# Saved entries
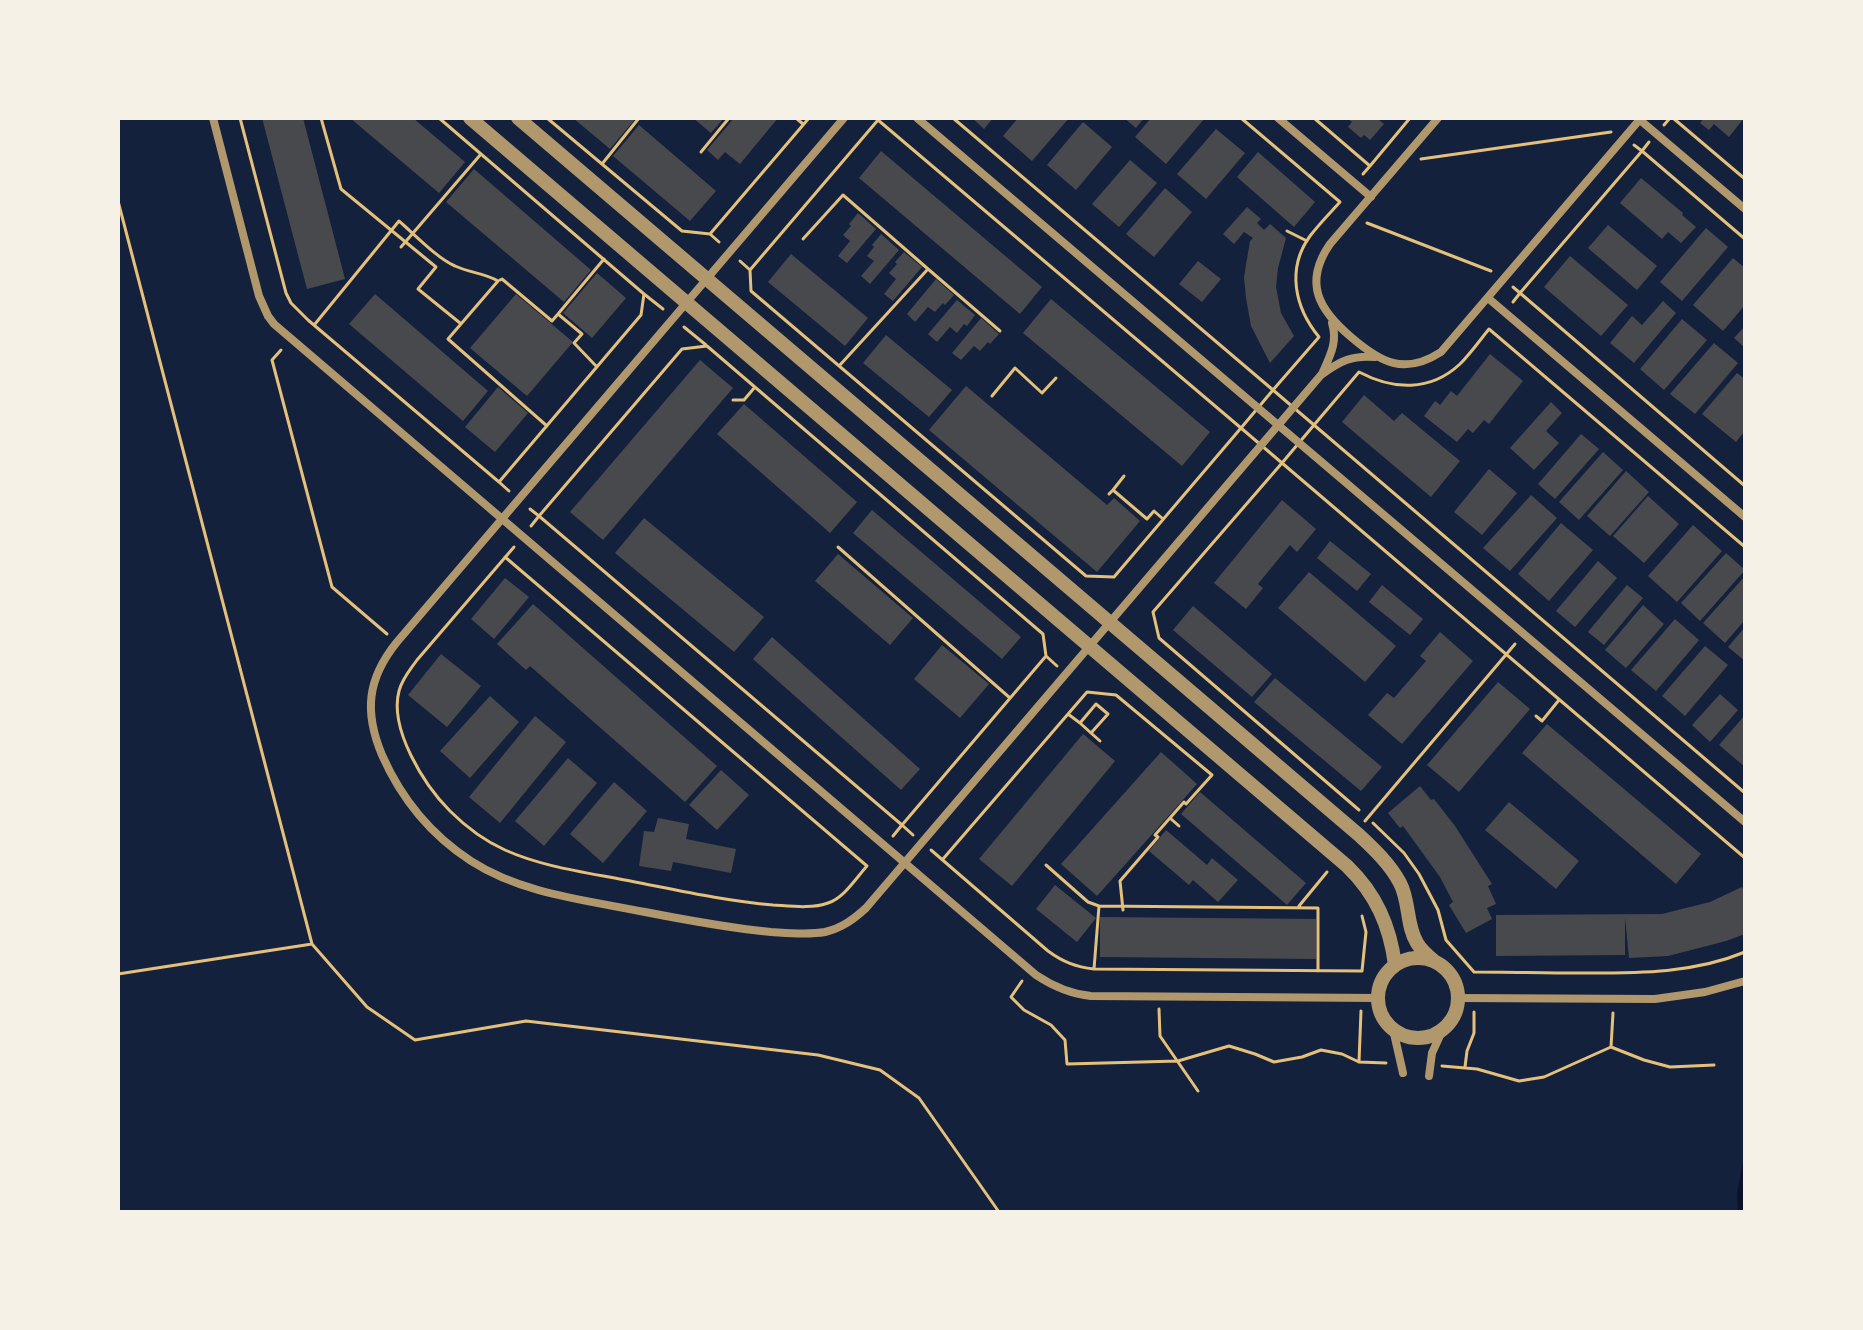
<!DOCTYPE html>
<html>
<head>
<meta charset="utf-8">
<style>
	body { margin:0 }
	#map { position:relative; width:1863px; height:1330px; overflow:hidden; background:#14213d; font-family:Manrope,sans-serif }
	canvas { display:block }
	.frame { position:absolute; inset:0; border:120px solid #f6f1e7; pointer-events:none }
</style>
</head>
<body>
<div id="map">
<canvas width="1863" height="1330"></canvas>
<div class="frame"></div>
</div>
<script>
const ctx = document.querySelector('canvas').getContext('2d');
ctx.lineJoin = 'round';
function fill(path, color) {
  ctx.fillStyle = color;
  ctx.fill(path, 'evenodd');
}
function strokePath(path, color, width, dash) {
  ctx.strokeStyle = color;
  ctx.lineWidth = width;
  ctx.lineCap = dash ? 'butt' : 'round';
  ctx.setLineDash(dash || []);
  ctx.stroke(path);
}
fill(new Path2D(`
	M1745,1151V1212H1738L1737,1193Z`), '#0b132b');
fill(new Path2D(`
	M262,118H303L345,279L307,289Z
	M350,118H413L465,162L439,193Z
	M573,118H636L610,149Z
	M693,118H724L711,133Z
	M734,118H778L740,164L725,152L718,160L707,150Z
	M972,118H993L984,129Z
	M1018,118H1069L1032,161L1003,136Z
	M1124,118H1144L1136,128Z
	M1151,118H1205L1166,164L1135,137Z
	M1347,118H1379L1378,119L1384,124L1370,140L1364,135L1361,138L1348,127L1352,122Z
	M1704,118H1744L1729,137L1714,124L1709,130L1700,123Z
	M1083,122L1112,147L1076,190L1047,165Z
	M639,125L716,191L690,221L613,156Z
	M1216,129L1245,153L1206,199L1177,174Z
	M881,151L1042,287L1020,314L859,178Z
	M1258,152L1315,202L1294,227L1237,177Z
	M1130,160L1157,183L1119,227L1092,204Z
	M474,169L591,270L564,302L446,202Z
	M1641,178L1683,213L1682,215L1696,227L1681,243L1668,232L1662,239L1620,203Z
	M1165,188L1192,212L1154,257L1126,234Z
	M1247,207L1261,219L1257,223L1264,230L1270,224L1286,238L1278,268L1276,287L1281,313L1294,336L1270,363L1251,326L1246,298L1244,277L1250,241L1253,238L1244,232L1234,244L1223,234Z
	M858,213L876,229L847,263L838,256L850,241L843,235L851,226L849,224Z
	M1608,225L1657,266L1637,290L1588,248Z
	M1706,228L1728,247L1682,301L1660,282Z
	M881,234L899,250L870,284L861,276L874,261L867,256L874,247L872,245Z
	M904,252L922,267L893,301L884,294L896,279L889,273L897,264L895,262Z
	M791,254L868,318L845,346L768,282Z
	M1570,256L1628,305L1601,336L1544,287Z
	M1733,258L1745,268V305L1723,331L1693,305Z
	M1198,261L1221,279L1202,302L1179,284Z
	M597,273L626,298L592,338L563,313Z
	M936,279L954,295L945,305L943,303L935,312L928,307L915,322L907,314Z
	M375,294L488,391L463,421L349,324Z
	M516,294L573,342L527,396L470,348Z
	M1051,299L1210,432L1182,466L1023,333Z
	M957,300L975,315L967,326L964,324L957,333L950,327L937,342L928,334Z
	M1663,301L1676,313L1634,363L1610,343L1632,316L1642,325Z
	M981,318L999,334L990,344L988,342L980,351L974,346L961,360L952,353Z
	M1682,319L1707,340L1664,390L1640,369Z
	M1745,326V348L1734,338Z
	M886,335L952,390L929,417L863,363Z
	M1714,343L1738,363L1695,414L1670,394Z
	M1490,354L1523,381L1489,424L1484,420L1473,433L1468,429L1457,442L1424,416L1435,401L1440,405L1451,391L1457,396Z
	M700,360L733,388L603,540L570,512Z
	M1737,373L1745,379V431L1736,442L1702,414Z
	M966,386L1107,505L1114,498L1140,521L1097,572L929,430Z
	M498,387L528,413L495,452L465,427Z
	M1364,395L1394,421L1402,413L1460,461L1431,497L1342,422Z
	M1551,402L1562,413L1546,431L1559,443L1534,470L1510,448Z
	M744,404L857,502L830,533L717,434Z
	M1581,434L1599,449L1555,499L1538,484Z
	M1603,452L1623,470L1579,520L1559,502Z
	M1489,469L1517,493L1482,535L1454,512Z
	M1626,471L1649,492L1610,536L1587,516Z
	M1531,495L1557,518L1510,571L1483,548Z
	M1648,496L1679,524L1644,563L1613,536Z
	M1282,500L1316,529L1297,552L1290,545L1258,584L1263,588L1246,609L1214,583Z
	M872,510L1021,637L1002,659L853,533Z
	M644,518L764,617L734,652L615,553Z
	M1561,523L1593,550L1549,601L1518,574Z
	M1693,525L1722,551L1677,602L1648,576Z
	M1330,541L1371,574L1357,591L1317,558Z
	M1726,553L1745,570L1700,621L1681,603Z
	M838,554L913,618L890,645L815,581Z
	M1598,561L1617,578L1575,627L1556,611Z
	M1309,572L1396,646L1365,682L1278,608Z
	M1745,576V620L1725,643L1703,623Z
	M505,578L529,597L494,639L471,619Z
	M1382,585L1423,619L1410,635L1369,602Z
	M1627,585L1643,598L1604,645L1588,632Z
	M533,604L717,766L685,802L530,666L526,670L497,644Z
	M1643,605L1664,624L1626,668L1605,650Z
	M1193,606L1272,674L1252,697L1173,630Z
	M1675,619L1699,640L1656,691L1631,670Z
	M1745,627V661L1728,647Z
	M1440,632L1473,661L1402,744L1368,715L1387,693L1394,698L1426,661L1420,656Z
	M772,637L920,769L901,790L753,659Z
	M942,645L989,684L960,718L914,679Z
	M1705,646L1728,665L1685,716L1662,696Z
	M441,654L481,686L447,727L408,695Z
	M1275,678L1382,767L1361,791L1254,702Z
	M1498,682L1530,709L1459,792L1427,765Z
	M1720,694L1738,710L1710,742L1692,725Z
	M490,696L519,722L470,778L440,751Z
	M1745,715V767L1719,745Z
	M535,716L566,742L500,823L469,797Z
	M1547,724L1701,854L1676,884L1522,753Z
	M1083,734L1115,761L1012,886L979,859Z
	M1161,752L1197,784L1097,896L1061,864Z
	M568,758L597,783L544,846L515,821Z
	M721,770L749,795L717,830L689,805Z
	M614,782L647,811L603,863L570,834Z
	M1420,786L1431,800L1434,799L1455,826L1492,884L1488,886L1496,904L1487,908L1492,919L1466,933L1449,905L1453,902L1440,877L1403,826L1400,828L1388,813Z
	M1200,792L1306,883L1287,905L1181,814Z
	M1509,802L1579,861L1556,889L1485,830Z
	M658,818L689,824L686,839L736,849L731,873L673,862L671,871L639,866L644,831L654,832Z
	M1166,830L1207,865L1212,858L1238,880L1218,902L1193,880L1189,885L1149,851Z
	M1055,885L1096,918L1077,942L1036,909Z
	M1742,887L1745,894V934L1726,941L1668,956L1629,958L1625,917V955L1496,956V915L1662,914L1710,902Z
	M1100,917L1316,919V959L1100,957Z`), '#48494c');
strokePath(new Path2D(`
	M240,118L286,293L291,303L308,320L499,482L641,315L644,294L439,118
	M321,118L341,189L436,267L418,289L460,323
	M547,118L682,231L710,234L809,118
	M796,118L803,124
	M953,118L1273,390L1319,337C1295,308 1286,269 1310,236C1319,224 1330,213 1340,202L1241,118
	M1314,118L1370,166L1410,118
	M1673,118L1745,179
	M1664,125L1670,118
	M1634,145L1642,151L1649,142
	M701,152L729,118
	M1421,159L1611,132
	M602,164L639,118
	M1363,174L1370,166
	M118,201L312,944L367,1007L415,1040L526,1021L818,1055L880,1070L919,1098L999,1212
	M1367,223L1491,271
	M1287,231L1307,241
	M710,234L719,242
	M803,239L843,195L928,269L839,366
	M1745,239L1642,151L1520,293L1745,486
	M401,247L481,154
	M740,261L750,270L751,291L1086,576L1114,577L1241,428L878,120L750,270
	M928,269L1000,331
	M500,280L502,279L552,321L558,314
	M644,294L663,309
	M1513,302L1520,293L1513,287
	M315,324L399,221C414,234 438,259 455,266C470,273 485,273 498,281L448,339L547,426
	M684,327L706,345
	M707,346L1043,634L1046,656L902,825L539,516L682,349Z
	M281,350L272,360L332,587L387,634
	M597,367L574,343L582,334L558,314L604,259
	M1273,390L1314,425L1282,463L1241,428Z
	M992,396L1015,368L1042,393L1056,378
	M733,400H744L755,387
	M499,482L509,491
	M1113,490L1124,476
	M1109,494L1113,490L1147,519L1154,511L1163,519
	M530,509L539,516L531,526
	M838,547L1010,698
	M1745,547L1489,329C1480,340 1471,353 1460,364C1430,392 1393,390 1359,372L1314,425L1745,793
	M505,557L867,866C856,878 844,898 828,903C812,909 790,906 773,905C726,901 681,891 635,882C591,873 545,868 505,850C485,841 465,826 450,811C424,785 389,729 399,691C402,679 410,670 417,660L514,547
	M1046,656L1057,666
	M1068,714L1080,723L1096,704L1108,714L1091,733L1100,741
	M1536,716L1542,721L1559,700
	M1080,723L1091,733
	M1359,810L1159,638L1153,612L1282,463L1745,858
	M1170,818L1179,826
	M1365,821L1515,644
	M1373,823L1404,853L1419,874L1438,910L1446,940L1474,972C1509,972 1544,973 1580,973C1636,973 1692,974 1745,952
	M893,836L902,825L913,835
	M931,850L1048,951C1063,962 1076,967 1094,969L1362,971L1366,932L1362,916
	M943,859L1087,692L1116,695L1212,775
	M1046,865L1088,902L1099,906L1318,908V971
	M1299,906L1327,872
	M1123,910L1120,881L1158,837L1155,835L1184,802L1186,804L1212,775
	M1094,969L1099,906
	M118,974L312,944
	M1022,981L1011,997L1024,1010L1051,1025L1065,1040L1067,1064L1178,1061L1229,1046L1255,1054L1274,1062L1302,1057L1321,1050L1342,1054L1359,1062L1386,1063
	M1159,1009L1160,1036L1198,1091
	M1611,1047L1644,1060L1670,1067L1714,1065
	M1359,1062L1361,1011
	M1442,1066L1477,1069L1519,1081L1544,1077L1611,1047L1613,1013
	M1465,1067L1467,1051L1474,1033V1012`), '#e5c07b', 3);
strokePath(new Path2D(`
	M213,118L259,296L268,316L274,324L1036,975C1054,987 1070,994 1091,996L1378,998
	M844,118L397,642C367,679 364,712 382,755C401,798 431,835 471,861C522,894 586,900 645,912C686,920 728,928 771,932C788,933 808,935 825,932C842,928 854,919 866,908L1321,375C1340,361 1352,355 1375,357
	M917,118L1745,822
	M1278,118L1371,197
	M1438,118L1330,244C1303,283 1319,310 1351,337C1380,362 1404,376 1441,352L1641,118
	M1640,120L1745,209
	M1488,298L1745,517
	M1322,374C1330,356 1338,342 1332,323
	M1458,998L1655,999L1705,992L1745,981
	M1393,1029L1403,1073
	M1429,1076L1432,1053L1443,1029`), '#b1986c', 8);
strokePath(new Path2D(`
	M470,118L1347,866C1376,894 1390,926 1395,965
	M518,118L1359,835C1374,849 1390,864 1400,883C1410,902 1406,925 1417,943C1421,950 1428,956 1434,961
	M1378 998a40 40 0 1 1 80 0a40 40 0 1 1-80 0Z`), '#b1986c', 14);
</script>
</body>
</html>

# Directions for this task
Give the number of lines in the entries that hold the string "frame", and add nothing else.

# Task answer
2